Customer Issue: {customer_issue}
"""

template_params = [
    {'name': 'company_name', 'type': 'string', 'required': True, 'description': 'Company name'},
    {'name': 'product_type', 'type': 'string', 'required': True, 'description': 'Type of product'},
    {'name': 'customer_issue', 'type': 'string', 'required': True, 'description': 'Customer issue description'}
]

template_version = template_manager.create_template(
    name="customer_support",
    template=support_template,
    parameters=template_params,
    metadata={'description': 'Customer support response template', 'category': 'support'}
)

print(f"Created template: {template_version}")

# Test rendering the template
rendered_prompt = template_manager.render_template(
    name="customer_support",
    company_name="TechCorp",
    product_type="software",
    customer_issue="I can't log into my account"
)

print("\nRendered Template:")
print(rendered_prompt)

# Test with missing parameter (should raise error)
try:
    template_manager.render_template(
        name="customer_support",
        company_name="TechCorp",
        product_type="software"
        # Missing customer_issue parameter
    )
except ValueError as e:
    print(f"\nExpected error for missing parameter: {e}")

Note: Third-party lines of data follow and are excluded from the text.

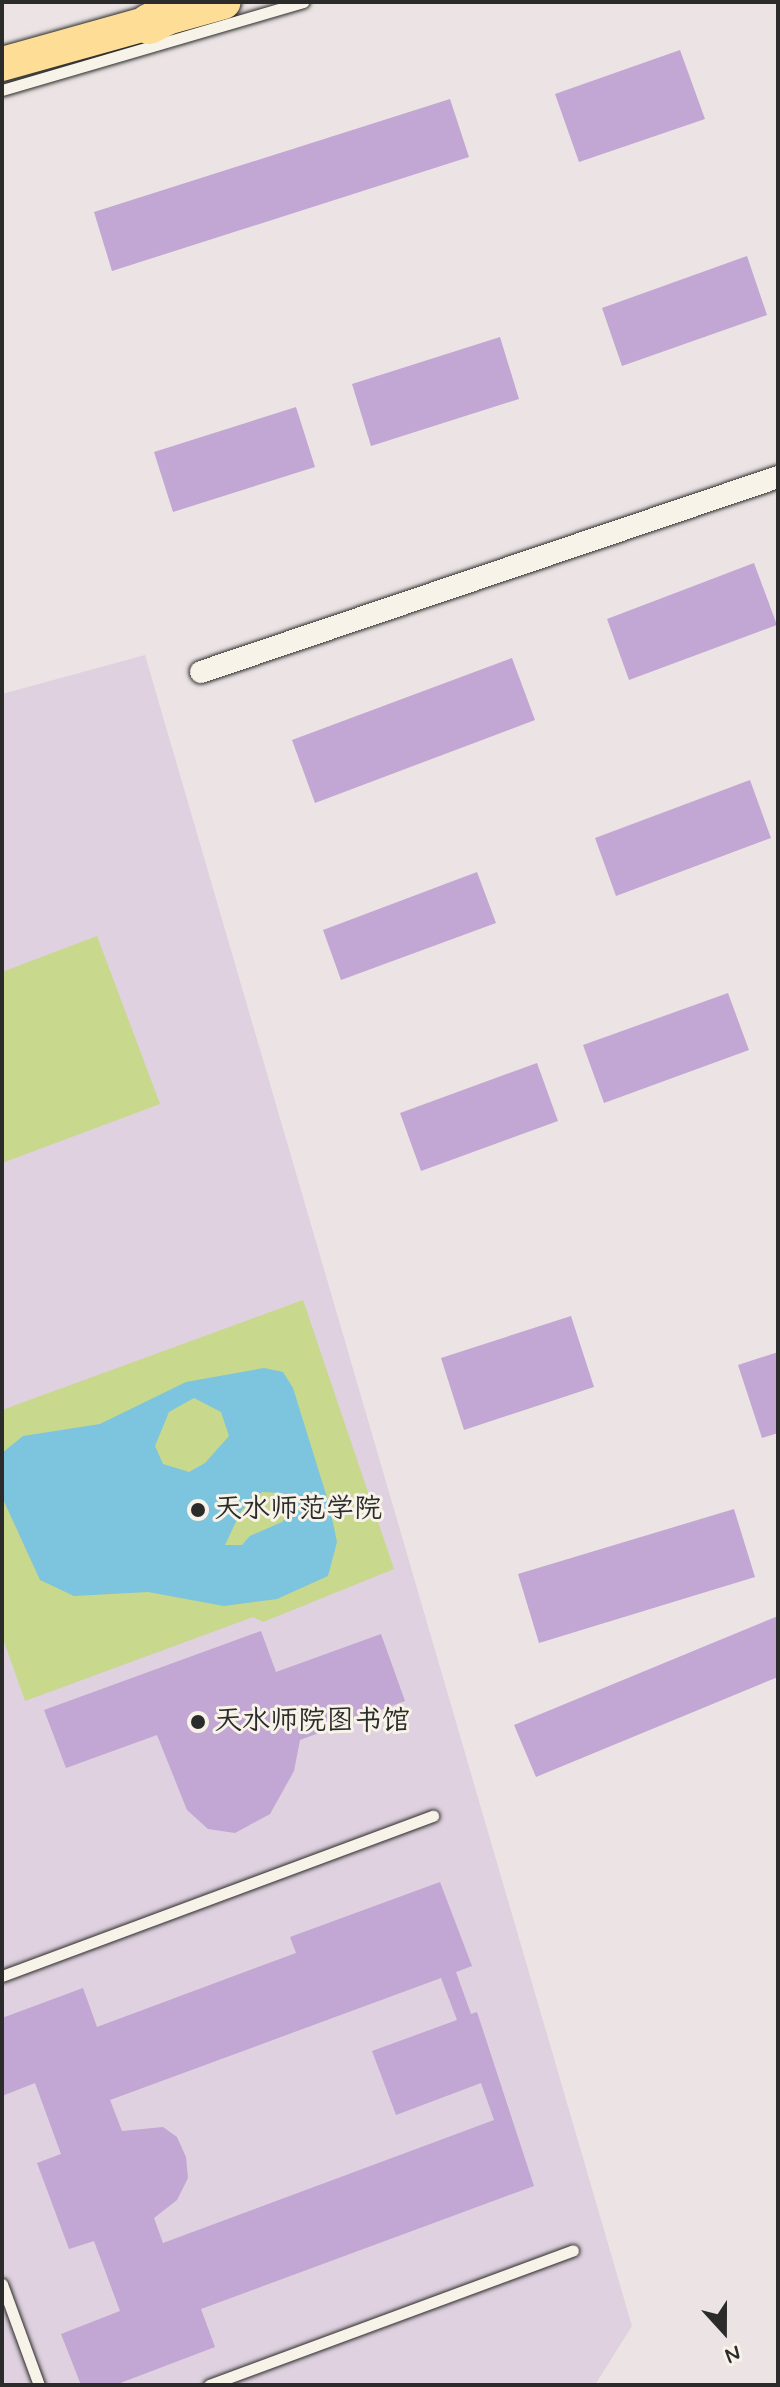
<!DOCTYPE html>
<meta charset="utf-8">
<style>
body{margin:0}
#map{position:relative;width:780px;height:2387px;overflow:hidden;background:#ece4e4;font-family:Mynerve,"LXGW WenKai TC",sans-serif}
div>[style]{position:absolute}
.built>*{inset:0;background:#dfd1df}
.green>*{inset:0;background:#c8d88c}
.water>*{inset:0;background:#7dc4de}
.building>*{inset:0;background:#c2a6d3}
.roads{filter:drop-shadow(0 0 2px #2b2b2b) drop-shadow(0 0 2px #2b2b2b)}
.lane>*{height:11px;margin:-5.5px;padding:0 5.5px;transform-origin:5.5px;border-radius:5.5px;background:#f7f3e8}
.street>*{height:22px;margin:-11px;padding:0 11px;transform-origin:11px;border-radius:11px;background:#f7f3e8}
.primary>*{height:34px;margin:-17px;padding:0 17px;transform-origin:17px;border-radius:17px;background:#fede96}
.highway>*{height:40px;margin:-20px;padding:0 20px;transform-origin:20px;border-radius:20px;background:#fede96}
.dots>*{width:22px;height:22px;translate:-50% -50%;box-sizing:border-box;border:4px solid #f7f3e8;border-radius:50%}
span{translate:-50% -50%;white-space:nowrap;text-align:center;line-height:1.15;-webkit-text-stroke:6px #f7f3e8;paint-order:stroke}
.poi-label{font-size:28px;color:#2b2b2b}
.left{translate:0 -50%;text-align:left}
.frame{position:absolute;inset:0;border:4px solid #2b2b2b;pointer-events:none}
.north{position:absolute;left:684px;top:2291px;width:80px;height:80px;-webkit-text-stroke:6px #f7f3e8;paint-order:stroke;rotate:159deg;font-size:22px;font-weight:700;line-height:32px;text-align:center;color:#2b2b2b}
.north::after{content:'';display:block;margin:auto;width:28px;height:36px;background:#2b2b2b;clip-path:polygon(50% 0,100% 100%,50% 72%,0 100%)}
</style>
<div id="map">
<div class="built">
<i style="clip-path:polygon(145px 655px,632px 2326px,595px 2385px,2px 2385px,2px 694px)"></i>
</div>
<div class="green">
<i style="clip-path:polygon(97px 936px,160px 1104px,2px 1163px,2px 972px)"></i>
<i style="clip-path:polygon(303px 1300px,394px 1569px,263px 1622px,253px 1617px,25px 1701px,2px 1636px,2px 1410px)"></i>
</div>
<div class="water">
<i style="clip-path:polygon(evenodd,264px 1368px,283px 1372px,293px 1388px,329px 1504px,337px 1542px,328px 1576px,277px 1599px,224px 1606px,148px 1592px,74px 1596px,40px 1580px,2px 1497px,2px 1453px,23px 1436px,100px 1424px,186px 1382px,264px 1368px,194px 1398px,221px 1412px,229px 1436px,205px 1463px,189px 1472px,163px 1464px,155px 1446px,169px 1412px,194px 1398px,264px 1368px,262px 1492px,283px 1493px,293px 1507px,282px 1522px,250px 1536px,242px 1545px,225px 1545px,241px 1511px,262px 1492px)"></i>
</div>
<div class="building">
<i style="clip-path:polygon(680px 50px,705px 119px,579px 162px,555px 94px)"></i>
<i style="clip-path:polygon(450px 99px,469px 157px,112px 271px,94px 212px)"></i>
<i style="clip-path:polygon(747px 256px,767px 315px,622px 366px,602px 308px)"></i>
<i style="clip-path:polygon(500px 337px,519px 399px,371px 446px,352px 384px)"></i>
<i style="clip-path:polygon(296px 407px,315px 467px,173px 512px,154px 452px)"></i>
<i style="clip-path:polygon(754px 563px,777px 625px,629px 680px,607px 619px)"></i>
<i style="clip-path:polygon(512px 658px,535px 720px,315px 803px,292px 740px)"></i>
<i style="clip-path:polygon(750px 780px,771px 838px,616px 896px,595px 838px)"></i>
<i style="clip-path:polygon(477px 872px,496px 923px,341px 980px,323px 930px)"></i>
<i style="clip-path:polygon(728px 993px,749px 1050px,604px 1103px,583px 1045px)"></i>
<i style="clip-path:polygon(537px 1063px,558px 1121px,421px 1171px,400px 1113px)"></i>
<i style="clip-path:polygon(571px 1316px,594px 1387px,464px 1430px,441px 1358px)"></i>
<i style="clip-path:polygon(778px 1352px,778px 1433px,762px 1438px,738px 1365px)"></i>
<i style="clip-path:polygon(734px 1509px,755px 1577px,539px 1643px,518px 1574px)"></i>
<i style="clip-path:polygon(778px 1616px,778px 1677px,536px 1777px,514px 1725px)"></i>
<i style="clip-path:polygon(261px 1631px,276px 1672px,381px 1634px,405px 1701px,300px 1740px,294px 1771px,270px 1814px,235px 1833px,208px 1829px,187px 1810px,157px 1735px,66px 1768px,44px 1710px)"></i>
<i style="clip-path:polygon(evenodd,440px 1882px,472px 1966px,456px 1972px,471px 2014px,477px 2012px,534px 2186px,201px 2309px,215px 2347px,115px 2385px,81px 2385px,61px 2334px,120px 2311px,94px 2241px,69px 2249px,37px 2163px,61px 2154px,35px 2083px,2px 2096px,2px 2018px,83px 1988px,97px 2027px,296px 1953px,290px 1937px,440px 1882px,441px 1978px,457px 2020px,372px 2051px,396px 2115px,481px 2083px,494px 2120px,163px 2243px,154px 2218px,177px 2200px,188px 2178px,186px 2157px,177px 2137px,163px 2127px,122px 2131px,110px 2100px,441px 1978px)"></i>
</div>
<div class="roads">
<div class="lane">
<i style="left:2px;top:90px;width:314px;rotate:-16.3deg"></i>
<i style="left:2px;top:1976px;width:460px;rotate:-20.4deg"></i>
<i style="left:2px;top:2284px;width:108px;rotate:69.9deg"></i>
<i style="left:209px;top:2385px;width:388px;rotate:-20.3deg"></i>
</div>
<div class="street">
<i style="left:201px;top:672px;width:609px;rotate:-18.67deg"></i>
</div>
<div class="primary">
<i style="left:2px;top:64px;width:230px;rotate:-15.6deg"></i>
</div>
<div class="highway">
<i style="left:149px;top:24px;width:48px;rotate:-27.1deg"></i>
</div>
</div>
<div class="dots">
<i style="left:198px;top:1510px;background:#2b2b2b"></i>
<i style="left:198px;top:1722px;background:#2b2b2b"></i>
</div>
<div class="poi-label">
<span class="left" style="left:214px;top:1510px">天水师范学院</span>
<span class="left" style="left:214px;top:1722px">天水师院图书馆</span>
</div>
<div class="frame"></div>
<div class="north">N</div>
</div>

print("\n✅ Prompt Engineering Lab Completed!")
print("\nKey Skills Learned:")
print("- System prompt design for different roles")
print("- CLEAR framework implementation")
print("- Parameter optimization and tuning")
print("- LLM-as-judge evaluation framework")
print("- Production-ready template management")

print("\nNext Steps:")
print("1. Experiment with different parameter combinations")
print("2. Create custom evaluation criteria for your use case")
print("3. Build a comprehensive prompt template library")
print("4. Implement A/B testing for prompt variations")
print("5. Add monitoring and analytics for production use")

## Summary and Next Steps

Congratulations! You've completed the Prompt Engineering and Evaluation lab. Here's what you've learned:

### Key Skills Acquired:
- ✅ System prompt design for different professional roles
- ✅ CLEAR framework implementation for structured prompts
- ✅ Parameter optimization (temperature, top_p) for different use cases
- ✅ LLM-as-judge evaluation framework for automated assessment
- ✅ Production-ready prompt template management with versioning

### Best Practices:
- Always define clear roles and constraints in system prompts
- Use the CLEAR framework for complex prompt requirements
- Test parameter sensitivity for your specific use case
- Implement automated evaluation for quality assurance
- Version control your prompt templates for production use

### Next Steps:
1. Experiment with different parameter combinations for your specific use cases
2. Create custom evaluation criteria tailored to your domain
3. Build a comprehensive library of prompt templates
4. Implement A/B testing frameworks for prompt optimization
5. Add monitoring and analytics for production prompt performance

Remember: Effective prompt engineering is an iterative process. Continuously test, evaluate, and refine your prompts based on real-world performance!